WHAT IS NEEDED
Report the lines of the data below that contain the string "sans".

RECORDS FOR THIS EXERCISE
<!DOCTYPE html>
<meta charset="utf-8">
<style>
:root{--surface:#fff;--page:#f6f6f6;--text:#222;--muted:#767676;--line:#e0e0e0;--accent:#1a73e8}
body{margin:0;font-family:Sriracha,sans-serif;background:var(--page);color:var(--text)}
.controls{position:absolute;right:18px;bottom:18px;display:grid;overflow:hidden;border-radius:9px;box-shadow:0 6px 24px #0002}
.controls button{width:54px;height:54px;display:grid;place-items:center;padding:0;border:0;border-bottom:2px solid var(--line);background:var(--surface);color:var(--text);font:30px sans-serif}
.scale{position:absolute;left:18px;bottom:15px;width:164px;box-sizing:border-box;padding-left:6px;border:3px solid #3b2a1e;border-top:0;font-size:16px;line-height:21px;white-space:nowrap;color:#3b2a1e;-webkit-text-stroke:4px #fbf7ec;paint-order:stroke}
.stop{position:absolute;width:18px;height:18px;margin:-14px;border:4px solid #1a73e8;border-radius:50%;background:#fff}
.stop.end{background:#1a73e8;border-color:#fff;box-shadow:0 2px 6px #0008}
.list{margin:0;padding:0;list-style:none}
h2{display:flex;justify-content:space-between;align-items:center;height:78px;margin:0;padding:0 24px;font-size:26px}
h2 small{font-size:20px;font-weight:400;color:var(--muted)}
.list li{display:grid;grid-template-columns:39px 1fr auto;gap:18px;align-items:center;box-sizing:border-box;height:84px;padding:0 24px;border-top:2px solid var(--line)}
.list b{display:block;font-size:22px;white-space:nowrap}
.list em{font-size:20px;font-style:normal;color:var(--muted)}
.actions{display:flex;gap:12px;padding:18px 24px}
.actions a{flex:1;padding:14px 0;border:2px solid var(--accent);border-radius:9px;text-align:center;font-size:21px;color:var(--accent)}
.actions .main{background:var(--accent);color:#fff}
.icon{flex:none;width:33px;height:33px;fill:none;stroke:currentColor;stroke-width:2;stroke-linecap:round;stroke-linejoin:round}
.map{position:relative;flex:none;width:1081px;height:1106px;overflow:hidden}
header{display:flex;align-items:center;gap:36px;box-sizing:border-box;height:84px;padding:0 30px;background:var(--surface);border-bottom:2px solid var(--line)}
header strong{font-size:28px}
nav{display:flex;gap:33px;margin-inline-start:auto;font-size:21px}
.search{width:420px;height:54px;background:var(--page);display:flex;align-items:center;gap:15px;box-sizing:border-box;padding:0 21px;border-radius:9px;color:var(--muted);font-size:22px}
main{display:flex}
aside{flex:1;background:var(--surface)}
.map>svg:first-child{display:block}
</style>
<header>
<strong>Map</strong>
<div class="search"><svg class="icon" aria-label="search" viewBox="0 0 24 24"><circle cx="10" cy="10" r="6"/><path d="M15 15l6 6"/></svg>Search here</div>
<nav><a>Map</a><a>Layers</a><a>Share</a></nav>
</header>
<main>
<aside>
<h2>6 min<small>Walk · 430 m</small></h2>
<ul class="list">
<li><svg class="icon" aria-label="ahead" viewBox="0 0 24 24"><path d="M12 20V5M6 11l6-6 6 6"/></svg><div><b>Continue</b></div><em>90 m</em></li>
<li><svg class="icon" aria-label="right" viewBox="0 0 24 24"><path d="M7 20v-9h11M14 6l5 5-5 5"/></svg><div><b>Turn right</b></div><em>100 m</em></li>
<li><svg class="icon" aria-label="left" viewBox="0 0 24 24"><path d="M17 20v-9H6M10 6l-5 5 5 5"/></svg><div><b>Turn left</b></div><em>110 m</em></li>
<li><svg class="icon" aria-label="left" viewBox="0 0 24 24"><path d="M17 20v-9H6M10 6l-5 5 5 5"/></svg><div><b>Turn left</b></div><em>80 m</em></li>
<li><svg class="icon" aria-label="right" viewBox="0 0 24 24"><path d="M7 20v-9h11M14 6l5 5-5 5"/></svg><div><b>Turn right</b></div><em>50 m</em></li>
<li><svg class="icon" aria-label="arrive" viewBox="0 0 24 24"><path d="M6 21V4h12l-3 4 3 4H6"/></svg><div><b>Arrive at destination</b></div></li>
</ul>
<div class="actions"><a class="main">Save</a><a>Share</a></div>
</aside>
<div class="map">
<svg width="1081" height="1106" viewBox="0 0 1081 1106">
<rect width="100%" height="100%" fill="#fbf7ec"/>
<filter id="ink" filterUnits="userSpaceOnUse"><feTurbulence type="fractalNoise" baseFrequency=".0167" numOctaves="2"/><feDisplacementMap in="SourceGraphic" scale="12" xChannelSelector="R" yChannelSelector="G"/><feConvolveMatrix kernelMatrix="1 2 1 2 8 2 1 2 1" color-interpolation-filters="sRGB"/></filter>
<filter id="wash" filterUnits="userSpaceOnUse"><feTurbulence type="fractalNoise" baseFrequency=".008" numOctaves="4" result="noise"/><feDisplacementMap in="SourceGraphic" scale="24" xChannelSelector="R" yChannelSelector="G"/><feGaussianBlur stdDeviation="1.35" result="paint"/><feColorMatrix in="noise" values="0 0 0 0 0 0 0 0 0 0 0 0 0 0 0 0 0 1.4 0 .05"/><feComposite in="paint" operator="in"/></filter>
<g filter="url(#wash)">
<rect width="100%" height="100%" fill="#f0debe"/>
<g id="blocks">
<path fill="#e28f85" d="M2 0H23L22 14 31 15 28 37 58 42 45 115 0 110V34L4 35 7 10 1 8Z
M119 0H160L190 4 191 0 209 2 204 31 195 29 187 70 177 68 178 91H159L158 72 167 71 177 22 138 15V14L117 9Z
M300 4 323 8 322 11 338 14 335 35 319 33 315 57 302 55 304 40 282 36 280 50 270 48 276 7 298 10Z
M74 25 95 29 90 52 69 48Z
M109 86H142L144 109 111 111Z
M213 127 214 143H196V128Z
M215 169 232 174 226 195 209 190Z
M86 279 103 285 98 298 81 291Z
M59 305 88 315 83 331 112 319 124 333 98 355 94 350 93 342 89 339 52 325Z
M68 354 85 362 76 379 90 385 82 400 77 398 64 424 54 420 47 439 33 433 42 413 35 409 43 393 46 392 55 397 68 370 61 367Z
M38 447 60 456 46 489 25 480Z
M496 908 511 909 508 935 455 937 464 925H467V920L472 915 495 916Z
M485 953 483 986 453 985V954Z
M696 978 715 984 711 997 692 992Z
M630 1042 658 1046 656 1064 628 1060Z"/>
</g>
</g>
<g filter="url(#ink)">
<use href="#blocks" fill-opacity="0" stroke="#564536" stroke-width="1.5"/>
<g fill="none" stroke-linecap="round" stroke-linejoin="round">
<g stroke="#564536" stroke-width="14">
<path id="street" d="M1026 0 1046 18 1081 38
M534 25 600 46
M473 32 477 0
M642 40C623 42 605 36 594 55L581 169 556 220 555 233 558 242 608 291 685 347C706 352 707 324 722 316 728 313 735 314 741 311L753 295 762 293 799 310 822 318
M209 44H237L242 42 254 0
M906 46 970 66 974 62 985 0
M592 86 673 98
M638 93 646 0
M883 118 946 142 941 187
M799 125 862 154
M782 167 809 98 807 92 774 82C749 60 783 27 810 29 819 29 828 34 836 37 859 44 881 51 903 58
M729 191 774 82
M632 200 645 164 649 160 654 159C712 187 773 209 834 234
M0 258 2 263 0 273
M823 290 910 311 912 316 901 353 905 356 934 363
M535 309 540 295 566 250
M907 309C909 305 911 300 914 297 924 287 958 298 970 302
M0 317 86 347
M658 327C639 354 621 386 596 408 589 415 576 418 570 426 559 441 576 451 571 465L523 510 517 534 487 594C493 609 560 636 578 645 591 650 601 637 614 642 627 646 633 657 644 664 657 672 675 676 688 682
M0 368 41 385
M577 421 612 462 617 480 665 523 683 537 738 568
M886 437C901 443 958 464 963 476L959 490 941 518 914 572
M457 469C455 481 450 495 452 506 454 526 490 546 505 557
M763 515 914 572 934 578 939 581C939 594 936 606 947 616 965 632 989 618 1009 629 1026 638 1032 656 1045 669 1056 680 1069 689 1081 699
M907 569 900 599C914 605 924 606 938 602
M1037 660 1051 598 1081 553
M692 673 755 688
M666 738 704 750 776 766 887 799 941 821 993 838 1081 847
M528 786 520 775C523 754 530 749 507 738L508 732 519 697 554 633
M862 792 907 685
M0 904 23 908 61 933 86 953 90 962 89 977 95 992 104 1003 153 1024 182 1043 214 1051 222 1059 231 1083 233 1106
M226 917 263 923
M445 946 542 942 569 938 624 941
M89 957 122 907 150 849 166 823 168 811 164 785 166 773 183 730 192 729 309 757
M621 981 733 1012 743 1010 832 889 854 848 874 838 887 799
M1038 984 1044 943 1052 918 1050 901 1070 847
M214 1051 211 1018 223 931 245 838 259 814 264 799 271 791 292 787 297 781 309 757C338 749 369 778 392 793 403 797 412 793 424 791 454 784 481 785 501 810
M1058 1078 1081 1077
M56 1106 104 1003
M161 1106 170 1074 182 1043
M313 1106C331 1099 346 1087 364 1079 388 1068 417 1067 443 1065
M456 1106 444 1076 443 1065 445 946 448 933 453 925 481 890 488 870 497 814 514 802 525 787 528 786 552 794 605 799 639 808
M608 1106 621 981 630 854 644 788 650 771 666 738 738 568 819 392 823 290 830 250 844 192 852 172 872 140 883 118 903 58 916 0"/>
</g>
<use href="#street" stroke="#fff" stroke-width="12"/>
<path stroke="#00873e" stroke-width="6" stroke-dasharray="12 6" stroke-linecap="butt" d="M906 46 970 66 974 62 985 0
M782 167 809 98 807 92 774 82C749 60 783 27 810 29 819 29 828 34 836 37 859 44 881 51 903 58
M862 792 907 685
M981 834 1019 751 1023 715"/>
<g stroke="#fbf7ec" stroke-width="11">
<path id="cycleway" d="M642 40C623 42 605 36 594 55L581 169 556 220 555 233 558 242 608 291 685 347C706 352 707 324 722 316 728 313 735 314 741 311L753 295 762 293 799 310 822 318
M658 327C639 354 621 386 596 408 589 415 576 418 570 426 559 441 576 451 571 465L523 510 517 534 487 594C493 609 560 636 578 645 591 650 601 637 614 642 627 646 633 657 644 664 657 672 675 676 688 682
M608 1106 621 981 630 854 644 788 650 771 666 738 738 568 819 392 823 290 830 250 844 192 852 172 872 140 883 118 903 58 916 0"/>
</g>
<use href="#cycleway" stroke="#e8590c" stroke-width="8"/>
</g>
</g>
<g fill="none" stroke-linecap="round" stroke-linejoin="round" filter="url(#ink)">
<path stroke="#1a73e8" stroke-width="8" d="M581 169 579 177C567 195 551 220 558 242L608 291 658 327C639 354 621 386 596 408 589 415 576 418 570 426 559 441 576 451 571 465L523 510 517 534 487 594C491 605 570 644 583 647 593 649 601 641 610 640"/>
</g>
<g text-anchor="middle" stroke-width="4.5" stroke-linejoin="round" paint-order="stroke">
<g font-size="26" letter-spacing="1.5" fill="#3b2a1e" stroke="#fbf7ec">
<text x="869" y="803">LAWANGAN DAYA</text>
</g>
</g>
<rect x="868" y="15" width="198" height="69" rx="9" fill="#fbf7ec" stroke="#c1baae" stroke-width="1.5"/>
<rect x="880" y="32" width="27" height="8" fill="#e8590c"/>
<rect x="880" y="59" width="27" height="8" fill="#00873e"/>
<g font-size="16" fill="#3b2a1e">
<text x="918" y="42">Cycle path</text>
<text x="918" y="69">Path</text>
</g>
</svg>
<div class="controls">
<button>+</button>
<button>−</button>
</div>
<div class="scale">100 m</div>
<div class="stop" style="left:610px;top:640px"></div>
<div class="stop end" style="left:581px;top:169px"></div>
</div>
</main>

ANSWER TO THIS TASK
body{margin:0;font-family:Sriracha,sans-serif;background:var(--page);color:var(--text)}
.controls button{width:54px;height:54px;display:grid;place-items:center;padding:0;border:0;border-bottom:2px solid var(--line);background:var(--surface);color:var(--text);font:30px sans-serif}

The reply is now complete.